Task goal: Keep the pictures out of the copy and repeat the records exactly.
--------
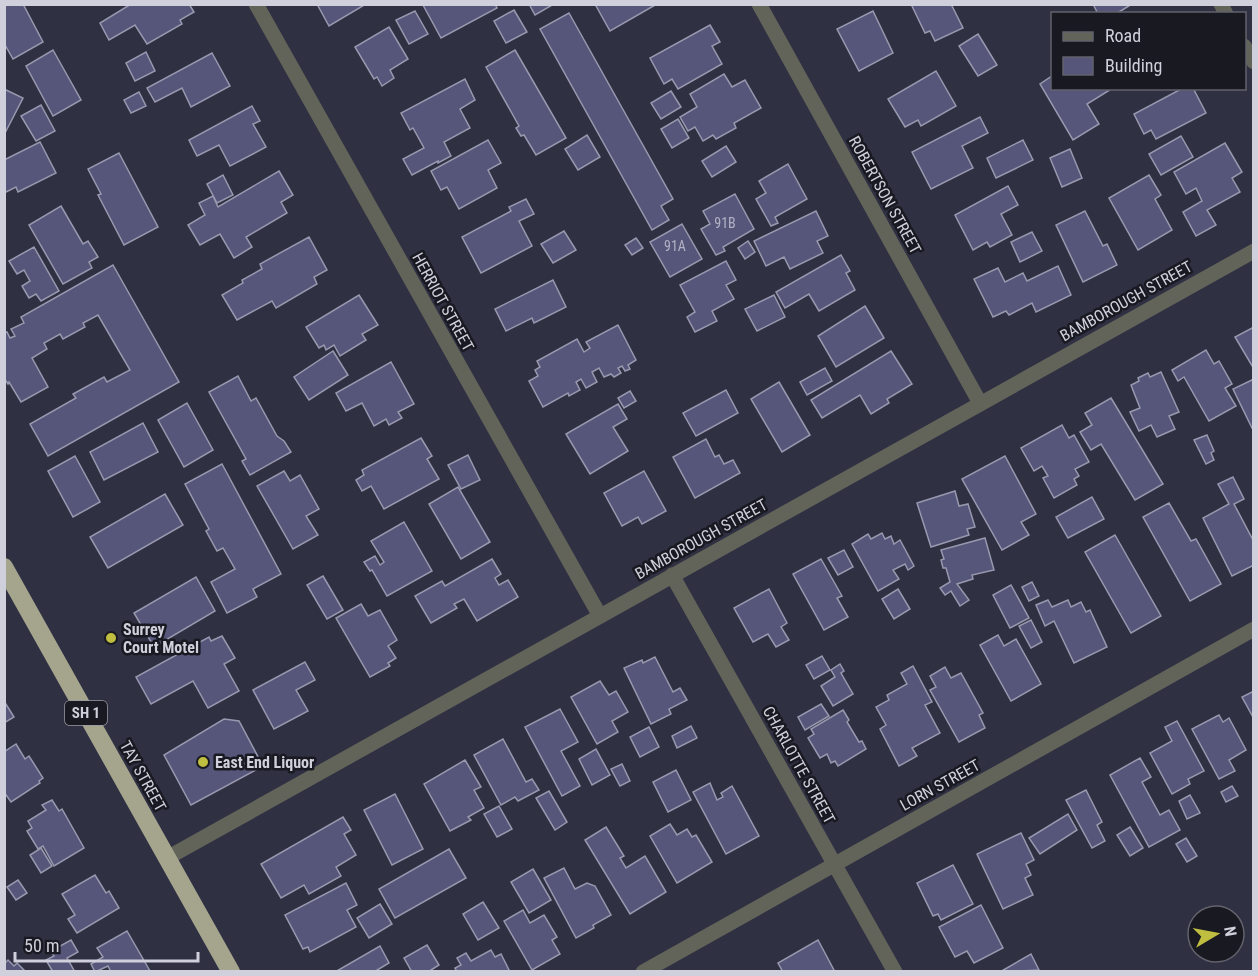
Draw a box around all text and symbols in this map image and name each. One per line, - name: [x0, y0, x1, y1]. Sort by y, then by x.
- legend: [1051, 12, 1246, 90]
- text: Road: [1105, 25, 1141, 46]
- text: Building: [1105, 55, 1162, 76]
- street label: ROBERTSON STREET: [845, 133, 925, 257]
- house number: 91B: [714, 215, 736, 231]
- house number: 91A: [664, 238, 686, 254]
- street label: HERRIOT STREET: [408, 250, 478, 354]
- street label: BAMBOROUGH STREET: [1057, 257, 1195, 345]
- street label: BAMBOROUGH STREET: [632, 495, 770, 583]
- place label: Surrey Court Motel: [123, 620, 199, 657]
- marker: Surrey Court Motel: [104, 631, 118, 645]
- road number: SH 1: [65, 701, 107, 725]
- street label: CHARLOTTE STREET: [759, 703, 839, 827]
- street label: TAY STREET: [116, 737, 170, 815]
- place label: East End Liquor: [215, 753, 314, 772]
- marker: East End Liquor: [196, 755, 210, 769]
- street label: LORN STREET: [897, 755, 983, 815]
- north arrow: [1186, 904, 1246, 964]
- scale bar: [15, 925, 198, 963]
- text: N: [1220, 925, 1240, 938]
- text: 50 m: [24, 935, 59, 956]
--------
Solution for this exercise:
Draw a box around all text and symbols in this map image and name each. One per line, - name: [x0, y0, x1, y1]. Sort by y, then by x.
- legend: [1051, 12, 1246, 90]
- text: Road: [1105, 25, 1141, 46]
- text: Building: [1105, 55, 1162, 76]
- street label: ROBERTSON STREET: [845, 133, 925, 257]
- house number: 91B: [714, 215, 736, 231]
- house number: 91A: [664, 238, 686, 254]
- street label: HERRIOT STREET: [408, 250, 478, 354]
- street label: BAMBOROUGH STREET: [1057, 257, 1195, 345]
- street label: BAMBOROUGH STREET: [632, 495, 770, 583]
- place label: Surrey Court Motel: [123, 620, 199, 657]
- marker: Surrey Court Motel: [104, 631, 118, 645]
- road number: SH 1: [65, 701, 107, 725]
- street label: CHARLOTTE STREET: [759, 703, 839, 827]
- street label: TAY STREET: [116, 737, 170, 815]
- place label: East End Liquor: [215, 753, 314, 772]
- marker: East End Liquor: [196, 755, 210, 769]
- street label: LORN STREET: [897, 755, 983, 815]
- north arrow: [1186, 904, 1246, 964]
- scale bar: [15, 925, 198, 963]
- text: N: [1220, 925, 1240, 938]
- text: 50 m: [24, 935, 59, 956]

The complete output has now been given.